### Task item
Scan the records below. List lines holding "Avenida".

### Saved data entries

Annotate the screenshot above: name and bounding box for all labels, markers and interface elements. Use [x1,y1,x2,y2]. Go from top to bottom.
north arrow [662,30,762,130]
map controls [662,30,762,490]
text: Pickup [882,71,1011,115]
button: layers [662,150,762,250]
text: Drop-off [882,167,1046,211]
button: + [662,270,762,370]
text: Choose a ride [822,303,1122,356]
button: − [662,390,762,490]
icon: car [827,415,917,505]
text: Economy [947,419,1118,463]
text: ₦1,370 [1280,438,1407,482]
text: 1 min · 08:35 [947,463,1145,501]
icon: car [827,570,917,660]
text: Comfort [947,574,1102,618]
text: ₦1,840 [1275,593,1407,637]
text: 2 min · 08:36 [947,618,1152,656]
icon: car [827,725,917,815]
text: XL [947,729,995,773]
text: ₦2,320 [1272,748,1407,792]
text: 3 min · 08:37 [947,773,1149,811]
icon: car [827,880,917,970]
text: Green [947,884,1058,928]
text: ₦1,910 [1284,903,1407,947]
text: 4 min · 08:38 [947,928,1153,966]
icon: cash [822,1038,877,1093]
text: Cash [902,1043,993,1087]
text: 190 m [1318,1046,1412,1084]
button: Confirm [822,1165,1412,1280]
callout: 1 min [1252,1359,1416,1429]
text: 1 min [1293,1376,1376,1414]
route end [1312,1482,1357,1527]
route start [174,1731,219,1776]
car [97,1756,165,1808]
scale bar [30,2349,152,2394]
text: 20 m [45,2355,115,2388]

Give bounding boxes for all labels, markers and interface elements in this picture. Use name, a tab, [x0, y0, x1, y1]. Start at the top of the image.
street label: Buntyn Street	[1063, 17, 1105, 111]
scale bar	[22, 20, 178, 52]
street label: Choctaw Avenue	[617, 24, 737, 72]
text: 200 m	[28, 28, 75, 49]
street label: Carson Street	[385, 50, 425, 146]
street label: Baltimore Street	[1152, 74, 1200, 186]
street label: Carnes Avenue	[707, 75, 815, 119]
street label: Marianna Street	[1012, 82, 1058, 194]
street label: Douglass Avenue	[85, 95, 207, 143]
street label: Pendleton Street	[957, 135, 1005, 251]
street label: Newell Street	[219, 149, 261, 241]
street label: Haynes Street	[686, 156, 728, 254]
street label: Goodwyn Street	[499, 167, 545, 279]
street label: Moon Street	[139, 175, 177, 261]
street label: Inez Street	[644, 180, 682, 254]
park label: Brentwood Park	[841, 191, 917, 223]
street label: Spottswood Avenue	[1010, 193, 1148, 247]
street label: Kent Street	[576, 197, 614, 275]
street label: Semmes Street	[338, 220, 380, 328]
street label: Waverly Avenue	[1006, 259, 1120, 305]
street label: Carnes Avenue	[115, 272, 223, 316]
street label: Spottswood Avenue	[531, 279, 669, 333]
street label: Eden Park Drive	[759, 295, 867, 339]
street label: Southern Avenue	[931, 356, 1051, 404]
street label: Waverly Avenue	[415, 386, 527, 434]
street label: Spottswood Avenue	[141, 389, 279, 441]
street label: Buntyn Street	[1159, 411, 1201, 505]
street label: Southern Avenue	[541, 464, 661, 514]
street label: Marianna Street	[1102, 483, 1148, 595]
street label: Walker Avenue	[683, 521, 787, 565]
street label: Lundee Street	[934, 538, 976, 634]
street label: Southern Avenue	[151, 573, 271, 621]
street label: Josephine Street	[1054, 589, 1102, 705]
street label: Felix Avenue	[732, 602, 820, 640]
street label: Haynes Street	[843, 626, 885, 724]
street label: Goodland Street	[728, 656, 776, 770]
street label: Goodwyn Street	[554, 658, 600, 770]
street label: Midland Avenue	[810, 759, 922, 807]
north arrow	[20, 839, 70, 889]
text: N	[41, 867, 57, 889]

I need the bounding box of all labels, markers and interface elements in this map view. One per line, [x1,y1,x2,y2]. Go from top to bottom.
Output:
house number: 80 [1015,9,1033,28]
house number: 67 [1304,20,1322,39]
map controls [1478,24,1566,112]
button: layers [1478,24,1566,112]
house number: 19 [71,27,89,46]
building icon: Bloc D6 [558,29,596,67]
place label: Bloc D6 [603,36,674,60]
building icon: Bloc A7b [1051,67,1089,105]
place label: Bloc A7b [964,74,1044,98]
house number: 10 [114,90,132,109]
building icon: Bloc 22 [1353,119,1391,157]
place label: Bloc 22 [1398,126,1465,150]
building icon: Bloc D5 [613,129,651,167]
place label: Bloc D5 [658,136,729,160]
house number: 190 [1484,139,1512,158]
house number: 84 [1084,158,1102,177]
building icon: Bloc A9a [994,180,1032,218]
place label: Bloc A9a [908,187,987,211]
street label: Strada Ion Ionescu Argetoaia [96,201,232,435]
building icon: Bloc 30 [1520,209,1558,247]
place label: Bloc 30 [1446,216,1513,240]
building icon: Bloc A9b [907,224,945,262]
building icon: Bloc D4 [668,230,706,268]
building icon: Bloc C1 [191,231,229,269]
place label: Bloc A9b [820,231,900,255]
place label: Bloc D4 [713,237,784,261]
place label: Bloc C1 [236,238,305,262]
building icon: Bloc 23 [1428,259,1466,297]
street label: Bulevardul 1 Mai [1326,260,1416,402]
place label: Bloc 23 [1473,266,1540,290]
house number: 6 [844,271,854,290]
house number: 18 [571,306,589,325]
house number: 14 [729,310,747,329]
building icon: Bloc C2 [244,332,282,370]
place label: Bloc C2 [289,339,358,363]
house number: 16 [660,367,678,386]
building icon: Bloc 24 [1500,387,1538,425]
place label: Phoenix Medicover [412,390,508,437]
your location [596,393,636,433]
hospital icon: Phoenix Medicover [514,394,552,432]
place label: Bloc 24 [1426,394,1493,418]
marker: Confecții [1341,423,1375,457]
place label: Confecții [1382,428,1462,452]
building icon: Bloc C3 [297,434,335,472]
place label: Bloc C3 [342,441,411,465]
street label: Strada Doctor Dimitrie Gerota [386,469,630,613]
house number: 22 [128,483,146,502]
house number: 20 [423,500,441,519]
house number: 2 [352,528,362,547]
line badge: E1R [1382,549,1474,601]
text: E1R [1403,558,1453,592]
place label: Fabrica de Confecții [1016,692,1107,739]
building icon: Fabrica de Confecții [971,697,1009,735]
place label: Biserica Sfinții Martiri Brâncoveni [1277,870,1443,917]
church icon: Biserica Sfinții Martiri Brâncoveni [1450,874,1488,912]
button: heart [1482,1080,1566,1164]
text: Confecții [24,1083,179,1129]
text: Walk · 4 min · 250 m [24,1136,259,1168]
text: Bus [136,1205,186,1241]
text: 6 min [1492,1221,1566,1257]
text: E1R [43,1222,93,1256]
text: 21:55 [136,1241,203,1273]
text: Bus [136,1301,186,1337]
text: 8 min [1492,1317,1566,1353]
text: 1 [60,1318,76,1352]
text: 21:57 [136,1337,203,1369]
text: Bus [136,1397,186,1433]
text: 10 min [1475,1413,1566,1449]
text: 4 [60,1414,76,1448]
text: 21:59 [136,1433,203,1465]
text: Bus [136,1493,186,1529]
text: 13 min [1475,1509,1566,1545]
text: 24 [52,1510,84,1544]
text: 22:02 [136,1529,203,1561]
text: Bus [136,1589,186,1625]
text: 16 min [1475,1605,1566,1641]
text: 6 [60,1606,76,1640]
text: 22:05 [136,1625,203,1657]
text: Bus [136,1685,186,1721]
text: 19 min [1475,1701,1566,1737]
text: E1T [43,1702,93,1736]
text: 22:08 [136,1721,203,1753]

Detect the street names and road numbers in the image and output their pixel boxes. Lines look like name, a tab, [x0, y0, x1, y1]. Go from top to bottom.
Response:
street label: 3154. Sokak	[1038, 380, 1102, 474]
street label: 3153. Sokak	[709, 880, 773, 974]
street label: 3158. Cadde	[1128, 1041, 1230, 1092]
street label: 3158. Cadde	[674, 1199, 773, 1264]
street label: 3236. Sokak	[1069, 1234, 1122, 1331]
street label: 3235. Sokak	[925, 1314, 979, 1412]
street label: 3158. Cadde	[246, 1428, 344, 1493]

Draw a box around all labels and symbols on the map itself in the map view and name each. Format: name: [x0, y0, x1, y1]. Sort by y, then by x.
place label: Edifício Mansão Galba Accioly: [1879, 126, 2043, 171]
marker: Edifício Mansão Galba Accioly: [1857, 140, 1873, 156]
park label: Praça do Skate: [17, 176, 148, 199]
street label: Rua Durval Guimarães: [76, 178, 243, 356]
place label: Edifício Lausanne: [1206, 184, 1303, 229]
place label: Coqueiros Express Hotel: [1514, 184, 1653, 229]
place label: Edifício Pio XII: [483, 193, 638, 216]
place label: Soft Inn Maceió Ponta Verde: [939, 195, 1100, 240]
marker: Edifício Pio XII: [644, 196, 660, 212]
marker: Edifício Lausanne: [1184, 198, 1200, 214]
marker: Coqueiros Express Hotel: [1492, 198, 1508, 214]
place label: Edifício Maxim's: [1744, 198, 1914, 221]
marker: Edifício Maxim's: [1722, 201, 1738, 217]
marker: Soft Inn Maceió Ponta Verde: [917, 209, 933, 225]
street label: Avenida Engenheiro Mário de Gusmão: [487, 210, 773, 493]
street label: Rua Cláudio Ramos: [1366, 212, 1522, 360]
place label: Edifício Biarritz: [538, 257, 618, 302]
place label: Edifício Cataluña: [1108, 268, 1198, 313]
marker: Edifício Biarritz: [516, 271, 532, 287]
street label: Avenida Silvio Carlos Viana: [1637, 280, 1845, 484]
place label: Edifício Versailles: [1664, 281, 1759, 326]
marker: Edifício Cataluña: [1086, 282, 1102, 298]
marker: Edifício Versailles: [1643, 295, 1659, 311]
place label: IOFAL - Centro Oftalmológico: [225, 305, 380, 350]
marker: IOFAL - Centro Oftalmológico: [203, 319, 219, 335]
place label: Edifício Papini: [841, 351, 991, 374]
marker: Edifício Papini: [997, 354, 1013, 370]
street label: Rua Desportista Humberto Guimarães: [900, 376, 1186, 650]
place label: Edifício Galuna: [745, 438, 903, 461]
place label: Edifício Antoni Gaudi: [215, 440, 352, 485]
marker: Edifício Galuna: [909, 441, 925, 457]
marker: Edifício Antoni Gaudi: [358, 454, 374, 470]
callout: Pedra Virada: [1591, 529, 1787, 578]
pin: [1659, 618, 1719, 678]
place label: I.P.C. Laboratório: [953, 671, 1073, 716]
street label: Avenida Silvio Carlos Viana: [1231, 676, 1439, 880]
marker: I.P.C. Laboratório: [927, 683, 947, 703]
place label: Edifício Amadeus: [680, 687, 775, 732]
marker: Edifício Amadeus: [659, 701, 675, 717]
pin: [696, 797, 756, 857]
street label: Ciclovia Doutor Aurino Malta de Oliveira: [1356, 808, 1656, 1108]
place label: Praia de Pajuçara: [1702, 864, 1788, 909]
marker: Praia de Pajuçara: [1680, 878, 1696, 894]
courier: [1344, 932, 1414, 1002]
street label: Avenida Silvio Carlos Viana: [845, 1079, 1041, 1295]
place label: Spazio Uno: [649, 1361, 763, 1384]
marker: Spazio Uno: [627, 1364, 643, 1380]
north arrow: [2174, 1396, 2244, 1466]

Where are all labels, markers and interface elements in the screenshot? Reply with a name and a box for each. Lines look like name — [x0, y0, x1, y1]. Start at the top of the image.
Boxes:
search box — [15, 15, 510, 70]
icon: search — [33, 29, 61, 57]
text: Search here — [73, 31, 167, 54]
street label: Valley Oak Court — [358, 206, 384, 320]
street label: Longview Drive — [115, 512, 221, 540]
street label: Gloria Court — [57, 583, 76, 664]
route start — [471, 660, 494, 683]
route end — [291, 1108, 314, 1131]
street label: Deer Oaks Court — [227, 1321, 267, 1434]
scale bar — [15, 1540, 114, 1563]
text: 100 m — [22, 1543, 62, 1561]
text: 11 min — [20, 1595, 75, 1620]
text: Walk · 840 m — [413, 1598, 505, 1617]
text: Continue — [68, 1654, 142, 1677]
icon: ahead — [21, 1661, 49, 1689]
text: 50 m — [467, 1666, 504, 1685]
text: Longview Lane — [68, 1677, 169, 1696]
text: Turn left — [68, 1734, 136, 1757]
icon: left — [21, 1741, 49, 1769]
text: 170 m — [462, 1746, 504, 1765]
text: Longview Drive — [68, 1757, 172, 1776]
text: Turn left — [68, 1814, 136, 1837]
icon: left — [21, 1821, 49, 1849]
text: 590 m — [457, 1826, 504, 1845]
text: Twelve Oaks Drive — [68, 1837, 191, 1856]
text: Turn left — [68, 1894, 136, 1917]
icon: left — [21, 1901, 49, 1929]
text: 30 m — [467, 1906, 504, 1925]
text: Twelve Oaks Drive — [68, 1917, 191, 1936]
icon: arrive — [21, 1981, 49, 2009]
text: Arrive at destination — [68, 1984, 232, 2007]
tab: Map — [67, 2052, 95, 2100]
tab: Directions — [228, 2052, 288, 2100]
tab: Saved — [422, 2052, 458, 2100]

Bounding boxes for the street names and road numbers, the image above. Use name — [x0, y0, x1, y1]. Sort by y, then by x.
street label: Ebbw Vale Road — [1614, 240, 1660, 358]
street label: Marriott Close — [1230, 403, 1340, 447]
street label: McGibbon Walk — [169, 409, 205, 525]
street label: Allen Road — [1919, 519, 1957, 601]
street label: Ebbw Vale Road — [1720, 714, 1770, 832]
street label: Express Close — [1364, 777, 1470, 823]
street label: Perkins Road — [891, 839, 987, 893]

### Task output
street label: Avenida Engenheiro Mário de Gusmão: [487, 210, 773, 493]
street label: Avenida Silvio Carlos Viana: [1637, 280, 1845, 484]
street label: Avenida Silvio Carlos Viana: [1231, 676, 1439, 880]
street label: Avenida Silvio Carlos Viana: [845, 1079, 1041, 1295]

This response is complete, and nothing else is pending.